- Exercise requirements: Search the listing below for the line containing "position:absolute; left:1328px; top:150px;". From there through the line containing "width:120px; height:120px; fill:#fffc;", transcribe every line exactly, both ends included.
*** Record set Section Begins ***
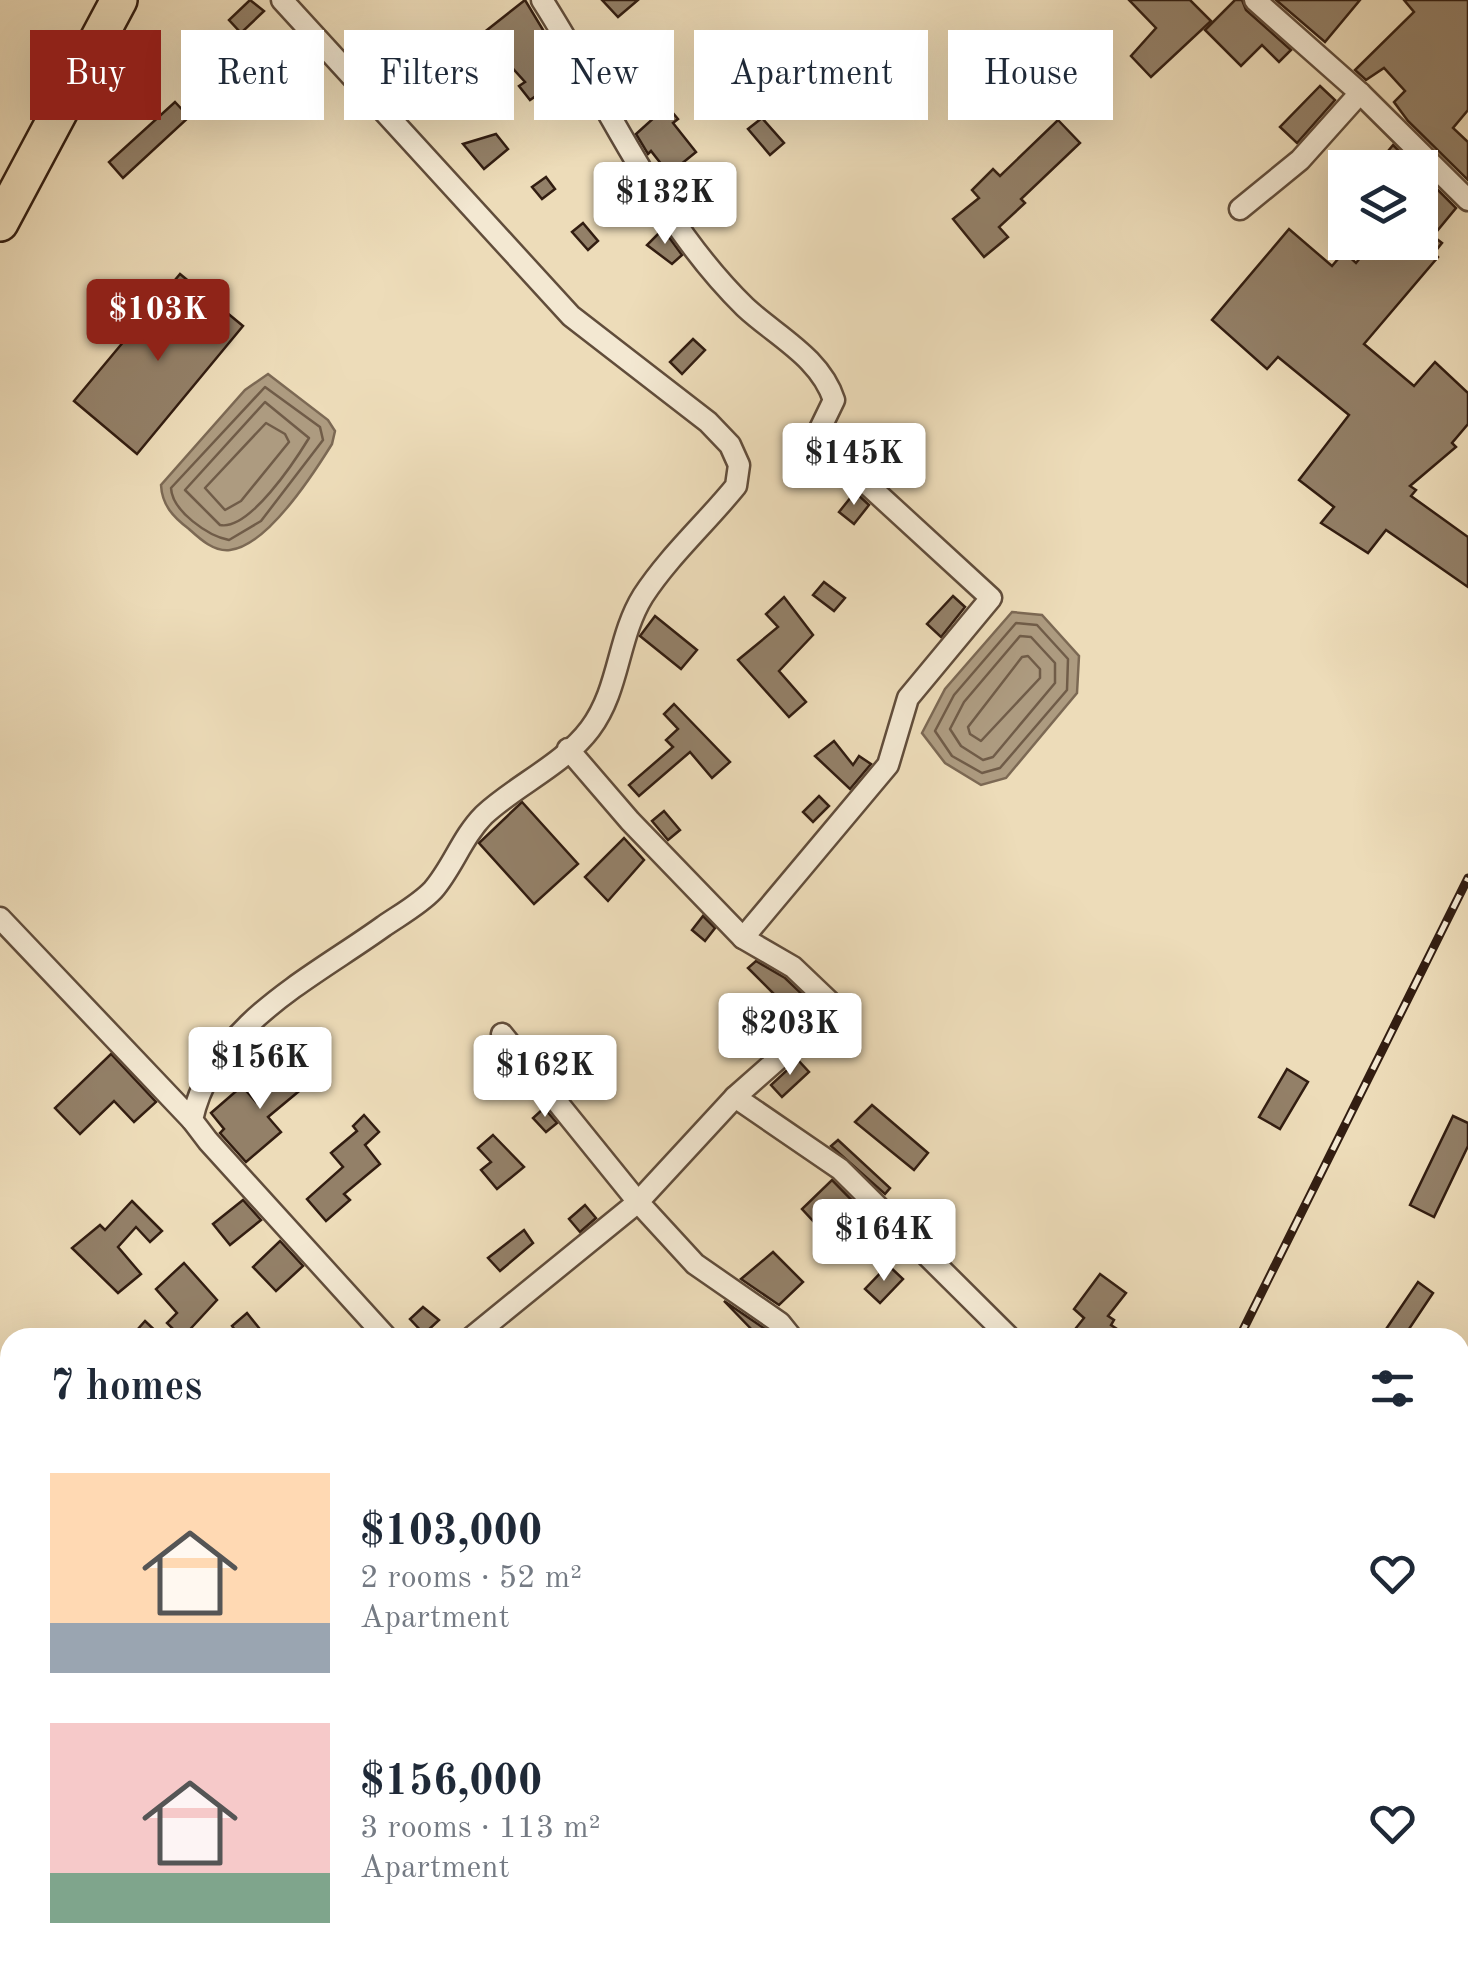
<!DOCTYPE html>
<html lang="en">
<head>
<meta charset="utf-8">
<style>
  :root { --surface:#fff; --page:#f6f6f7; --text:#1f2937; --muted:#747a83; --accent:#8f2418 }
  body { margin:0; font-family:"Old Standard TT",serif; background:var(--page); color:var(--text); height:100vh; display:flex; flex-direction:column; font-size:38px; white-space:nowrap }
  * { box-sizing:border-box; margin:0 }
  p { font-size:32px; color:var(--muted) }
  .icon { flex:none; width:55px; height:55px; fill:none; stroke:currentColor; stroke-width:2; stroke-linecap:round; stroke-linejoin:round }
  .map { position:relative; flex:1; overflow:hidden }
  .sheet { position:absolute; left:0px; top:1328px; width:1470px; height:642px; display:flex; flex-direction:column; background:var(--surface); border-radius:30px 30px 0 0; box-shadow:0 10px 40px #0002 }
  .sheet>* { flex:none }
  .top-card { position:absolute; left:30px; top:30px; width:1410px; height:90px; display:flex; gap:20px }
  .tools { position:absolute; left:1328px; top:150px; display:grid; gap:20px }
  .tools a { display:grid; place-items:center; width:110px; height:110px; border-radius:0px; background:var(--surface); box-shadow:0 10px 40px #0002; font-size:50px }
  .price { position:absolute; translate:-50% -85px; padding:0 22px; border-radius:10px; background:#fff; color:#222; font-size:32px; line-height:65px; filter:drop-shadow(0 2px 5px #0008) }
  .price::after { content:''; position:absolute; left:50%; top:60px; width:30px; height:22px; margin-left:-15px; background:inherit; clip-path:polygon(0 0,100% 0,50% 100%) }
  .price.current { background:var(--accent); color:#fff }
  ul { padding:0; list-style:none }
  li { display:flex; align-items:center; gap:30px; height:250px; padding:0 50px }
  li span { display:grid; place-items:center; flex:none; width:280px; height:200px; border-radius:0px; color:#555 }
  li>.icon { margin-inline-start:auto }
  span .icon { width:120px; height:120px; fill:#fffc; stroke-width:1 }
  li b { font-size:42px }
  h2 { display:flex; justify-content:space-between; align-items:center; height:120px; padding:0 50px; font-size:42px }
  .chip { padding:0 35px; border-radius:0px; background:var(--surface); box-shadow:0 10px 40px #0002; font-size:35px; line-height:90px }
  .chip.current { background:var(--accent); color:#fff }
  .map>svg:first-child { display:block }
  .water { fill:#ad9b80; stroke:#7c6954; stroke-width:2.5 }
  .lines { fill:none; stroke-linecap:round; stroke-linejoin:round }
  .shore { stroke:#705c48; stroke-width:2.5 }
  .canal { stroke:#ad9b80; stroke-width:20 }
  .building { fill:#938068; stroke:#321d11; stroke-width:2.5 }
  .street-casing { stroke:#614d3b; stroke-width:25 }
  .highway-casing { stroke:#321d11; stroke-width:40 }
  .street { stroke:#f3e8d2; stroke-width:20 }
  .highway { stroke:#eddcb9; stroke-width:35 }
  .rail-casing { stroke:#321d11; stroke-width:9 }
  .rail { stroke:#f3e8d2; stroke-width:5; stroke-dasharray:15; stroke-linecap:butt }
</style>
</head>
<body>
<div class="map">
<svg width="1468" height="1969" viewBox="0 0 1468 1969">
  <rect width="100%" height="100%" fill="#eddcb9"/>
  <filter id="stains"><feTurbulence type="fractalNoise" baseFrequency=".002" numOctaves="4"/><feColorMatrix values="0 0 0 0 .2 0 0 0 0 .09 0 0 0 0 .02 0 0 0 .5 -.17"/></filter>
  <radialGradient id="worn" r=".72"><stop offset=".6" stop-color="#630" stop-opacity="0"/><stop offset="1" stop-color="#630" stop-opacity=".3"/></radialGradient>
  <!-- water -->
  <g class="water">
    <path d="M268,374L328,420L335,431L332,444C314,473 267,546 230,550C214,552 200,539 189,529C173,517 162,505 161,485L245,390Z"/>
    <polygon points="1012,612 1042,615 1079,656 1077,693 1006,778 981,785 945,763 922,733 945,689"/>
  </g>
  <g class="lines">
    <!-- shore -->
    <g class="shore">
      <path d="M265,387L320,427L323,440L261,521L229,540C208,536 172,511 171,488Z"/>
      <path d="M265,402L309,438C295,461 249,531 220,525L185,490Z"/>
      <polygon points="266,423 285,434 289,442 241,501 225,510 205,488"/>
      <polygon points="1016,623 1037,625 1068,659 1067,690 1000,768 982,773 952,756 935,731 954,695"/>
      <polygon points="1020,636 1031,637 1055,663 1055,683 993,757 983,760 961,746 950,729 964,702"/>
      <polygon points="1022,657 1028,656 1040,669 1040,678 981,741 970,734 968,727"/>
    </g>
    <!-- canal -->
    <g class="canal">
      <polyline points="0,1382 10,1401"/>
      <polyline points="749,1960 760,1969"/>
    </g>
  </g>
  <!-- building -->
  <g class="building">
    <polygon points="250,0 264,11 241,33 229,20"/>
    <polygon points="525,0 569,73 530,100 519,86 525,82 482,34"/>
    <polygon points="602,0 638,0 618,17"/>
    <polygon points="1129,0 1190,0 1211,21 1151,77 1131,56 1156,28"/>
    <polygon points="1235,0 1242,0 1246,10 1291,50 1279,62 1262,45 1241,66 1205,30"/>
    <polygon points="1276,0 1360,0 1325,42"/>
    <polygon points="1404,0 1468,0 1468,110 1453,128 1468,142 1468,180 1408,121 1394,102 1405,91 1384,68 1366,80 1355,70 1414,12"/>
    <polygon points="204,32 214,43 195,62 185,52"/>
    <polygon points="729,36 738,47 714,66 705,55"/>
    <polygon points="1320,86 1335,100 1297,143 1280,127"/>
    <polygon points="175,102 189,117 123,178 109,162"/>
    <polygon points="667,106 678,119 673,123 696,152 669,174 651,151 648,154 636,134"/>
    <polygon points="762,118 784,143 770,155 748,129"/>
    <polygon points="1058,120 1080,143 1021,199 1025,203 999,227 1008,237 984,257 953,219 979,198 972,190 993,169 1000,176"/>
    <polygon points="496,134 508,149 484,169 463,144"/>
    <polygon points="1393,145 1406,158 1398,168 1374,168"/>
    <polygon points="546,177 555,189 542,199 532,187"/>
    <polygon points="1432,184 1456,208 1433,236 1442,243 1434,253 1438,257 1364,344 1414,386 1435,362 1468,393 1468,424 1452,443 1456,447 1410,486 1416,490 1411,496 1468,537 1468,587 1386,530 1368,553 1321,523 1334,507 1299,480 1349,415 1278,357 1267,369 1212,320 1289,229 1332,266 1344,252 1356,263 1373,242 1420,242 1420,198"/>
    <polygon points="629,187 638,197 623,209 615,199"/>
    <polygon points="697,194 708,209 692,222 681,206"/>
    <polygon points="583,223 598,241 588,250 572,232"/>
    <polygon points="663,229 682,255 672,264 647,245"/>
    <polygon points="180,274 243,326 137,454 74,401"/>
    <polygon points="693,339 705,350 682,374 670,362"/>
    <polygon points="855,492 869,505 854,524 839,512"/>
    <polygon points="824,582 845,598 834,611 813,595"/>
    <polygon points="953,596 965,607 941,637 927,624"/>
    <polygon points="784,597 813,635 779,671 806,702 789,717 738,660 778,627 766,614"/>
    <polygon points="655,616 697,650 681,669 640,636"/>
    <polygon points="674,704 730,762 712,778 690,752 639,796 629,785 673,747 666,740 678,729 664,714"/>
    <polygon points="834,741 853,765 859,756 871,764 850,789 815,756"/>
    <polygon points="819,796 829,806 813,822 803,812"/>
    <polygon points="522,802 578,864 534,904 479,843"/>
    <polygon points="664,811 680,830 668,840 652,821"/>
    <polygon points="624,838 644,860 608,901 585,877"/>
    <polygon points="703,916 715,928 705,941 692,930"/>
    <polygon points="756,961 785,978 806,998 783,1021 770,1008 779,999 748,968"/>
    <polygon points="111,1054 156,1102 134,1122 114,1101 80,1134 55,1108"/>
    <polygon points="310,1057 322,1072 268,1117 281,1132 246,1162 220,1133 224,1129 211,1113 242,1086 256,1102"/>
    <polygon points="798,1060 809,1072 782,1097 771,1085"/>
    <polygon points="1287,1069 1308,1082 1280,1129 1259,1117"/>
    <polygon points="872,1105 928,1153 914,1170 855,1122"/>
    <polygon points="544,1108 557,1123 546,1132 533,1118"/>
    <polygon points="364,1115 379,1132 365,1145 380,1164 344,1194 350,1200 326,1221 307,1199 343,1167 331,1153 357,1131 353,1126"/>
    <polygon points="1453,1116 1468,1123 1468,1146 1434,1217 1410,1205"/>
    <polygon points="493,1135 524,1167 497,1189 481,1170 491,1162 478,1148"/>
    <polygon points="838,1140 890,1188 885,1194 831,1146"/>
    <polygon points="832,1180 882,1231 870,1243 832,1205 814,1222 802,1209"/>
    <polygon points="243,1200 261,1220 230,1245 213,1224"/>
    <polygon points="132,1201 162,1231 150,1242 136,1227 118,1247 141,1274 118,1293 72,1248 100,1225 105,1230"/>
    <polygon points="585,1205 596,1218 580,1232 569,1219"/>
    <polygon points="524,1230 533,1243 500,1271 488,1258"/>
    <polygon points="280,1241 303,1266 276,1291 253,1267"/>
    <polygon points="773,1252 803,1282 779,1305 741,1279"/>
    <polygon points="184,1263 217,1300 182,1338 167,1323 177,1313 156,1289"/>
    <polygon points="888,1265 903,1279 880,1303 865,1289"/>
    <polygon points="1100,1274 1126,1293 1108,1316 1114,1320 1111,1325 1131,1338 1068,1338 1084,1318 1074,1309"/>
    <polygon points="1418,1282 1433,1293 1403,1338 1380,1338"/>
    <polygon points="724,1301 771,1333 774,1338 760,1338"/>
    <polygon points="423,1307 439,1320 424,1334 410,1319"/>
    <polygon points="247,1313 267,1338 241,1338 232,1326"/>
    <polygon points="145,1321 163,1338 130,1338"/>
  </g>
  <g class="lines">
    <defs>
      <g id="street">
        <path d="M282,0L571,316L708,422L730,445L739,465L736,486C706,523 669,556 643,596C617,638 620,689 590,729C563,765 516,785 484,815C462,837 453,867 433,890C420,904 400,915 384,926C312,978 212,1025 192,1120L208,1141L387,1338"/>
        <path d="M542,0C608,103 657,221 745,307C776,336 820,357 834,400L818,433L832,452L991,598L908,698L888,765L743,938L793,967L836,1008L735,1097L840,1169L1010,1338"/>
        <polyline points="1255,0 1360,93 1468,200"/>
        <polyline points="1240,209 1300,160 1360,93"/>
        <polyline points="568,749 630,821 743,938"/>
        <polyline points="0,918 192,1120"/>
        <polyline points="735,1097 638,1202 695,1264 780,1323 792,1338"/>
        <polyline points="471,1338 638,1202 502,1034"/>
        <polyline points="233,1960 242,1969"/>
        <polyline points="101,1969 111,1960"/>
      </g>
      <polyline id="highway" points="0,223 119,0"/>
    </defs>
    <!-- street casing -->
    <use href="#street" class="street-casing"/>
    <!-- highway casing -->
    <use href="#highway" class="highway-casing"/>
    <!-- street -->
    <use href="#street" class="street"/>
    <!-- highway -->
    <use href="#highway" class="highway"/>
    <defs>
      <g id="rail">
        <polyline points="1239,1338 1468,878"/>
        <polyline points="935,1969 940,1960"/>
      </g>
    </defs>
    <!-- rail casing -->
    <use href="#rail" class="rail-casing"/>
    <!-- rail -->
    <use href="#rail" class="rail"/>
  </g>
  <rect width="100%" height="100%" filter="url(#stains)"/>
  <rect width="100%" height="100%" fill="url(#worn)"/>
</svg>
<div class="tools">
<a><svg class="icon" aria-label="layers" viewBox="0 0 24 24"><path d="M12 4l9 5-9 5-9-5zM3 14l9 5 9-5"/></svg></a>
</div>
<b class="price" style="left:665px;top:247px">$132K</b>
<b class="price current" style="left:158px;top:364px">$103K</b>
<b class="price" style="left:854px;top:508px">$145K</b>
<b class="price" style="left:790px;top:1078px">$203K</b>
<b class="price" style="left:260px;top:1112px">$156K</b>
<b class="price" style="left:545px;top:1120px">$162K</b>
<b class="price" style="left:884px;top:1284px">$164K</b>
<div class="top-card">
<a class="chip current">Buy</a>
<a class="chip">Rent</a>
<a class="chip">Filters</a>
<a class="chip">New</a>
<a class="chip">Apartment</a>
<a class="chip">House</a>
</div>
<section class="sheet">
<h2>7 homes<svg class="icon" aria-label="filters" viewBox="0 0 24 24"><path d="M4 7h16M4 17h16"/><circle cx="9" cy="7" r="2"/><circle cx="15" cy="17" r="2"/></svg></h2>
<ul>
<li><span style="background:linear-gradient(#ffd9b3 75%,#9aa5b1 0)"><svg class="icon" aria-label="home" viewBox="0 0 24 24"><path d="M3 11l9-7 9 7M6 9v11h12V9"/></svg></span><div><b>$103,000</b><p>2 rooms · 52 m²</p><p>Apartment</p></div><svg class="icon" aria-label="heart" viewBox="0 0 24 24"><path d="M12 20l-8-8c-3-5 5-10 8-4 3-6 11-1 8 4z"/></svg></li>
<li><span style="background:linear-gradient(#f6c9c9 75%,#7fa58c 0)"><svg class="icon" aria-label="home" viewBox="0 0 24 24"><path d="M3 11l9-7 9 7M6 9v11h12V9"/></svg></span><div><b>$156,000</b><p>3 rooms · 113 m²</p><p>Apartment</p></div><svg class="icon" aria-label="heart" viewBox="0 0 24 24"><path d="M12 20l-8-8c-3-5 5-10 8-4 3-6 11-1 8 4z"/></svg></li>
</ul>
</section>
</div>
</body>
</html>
*** Record set Section Ends ***
- Your solution:
  .tools { position:absolute; left:1328px; top:150px; display:grid; gap:20px }
  .tools a { display:grid; place-items:center; width:110px; height:110px; border-radius:0px; background:var(--surface); box-shadow:0 10px 40px #0002; font-size:50px }
  .price { position:absolute; translate:-50% -85px; padding:0 22px; border-radius:10px; background:#fff; color:#222; font-size:32px; line-height:65px; filter:drop-shadow(0 2px 5px #0008) }
  .price::after { content:''; position:absolute; left:50%; top:60px; width:30px; height:22px; margin-left:-15px; background:inherit; clip-path:polygon(0 0,100% 0,50% 100%) }
  .price.current { background:var(--accent); color:#fff }
  ul { padding:0; list-style:none }
  li { display:flex; align-items:center; gap:30px; height:250px; padding:0 50px }
  li span { display:grid; place-items:center; flex:none; width:280px; height:200px; border-radius:0px; color:#555 }
  li>.icon { margin-inline-start:auto }
  span .icon { width:120px; height:120px; fill:#fffc; stroke-width:1 }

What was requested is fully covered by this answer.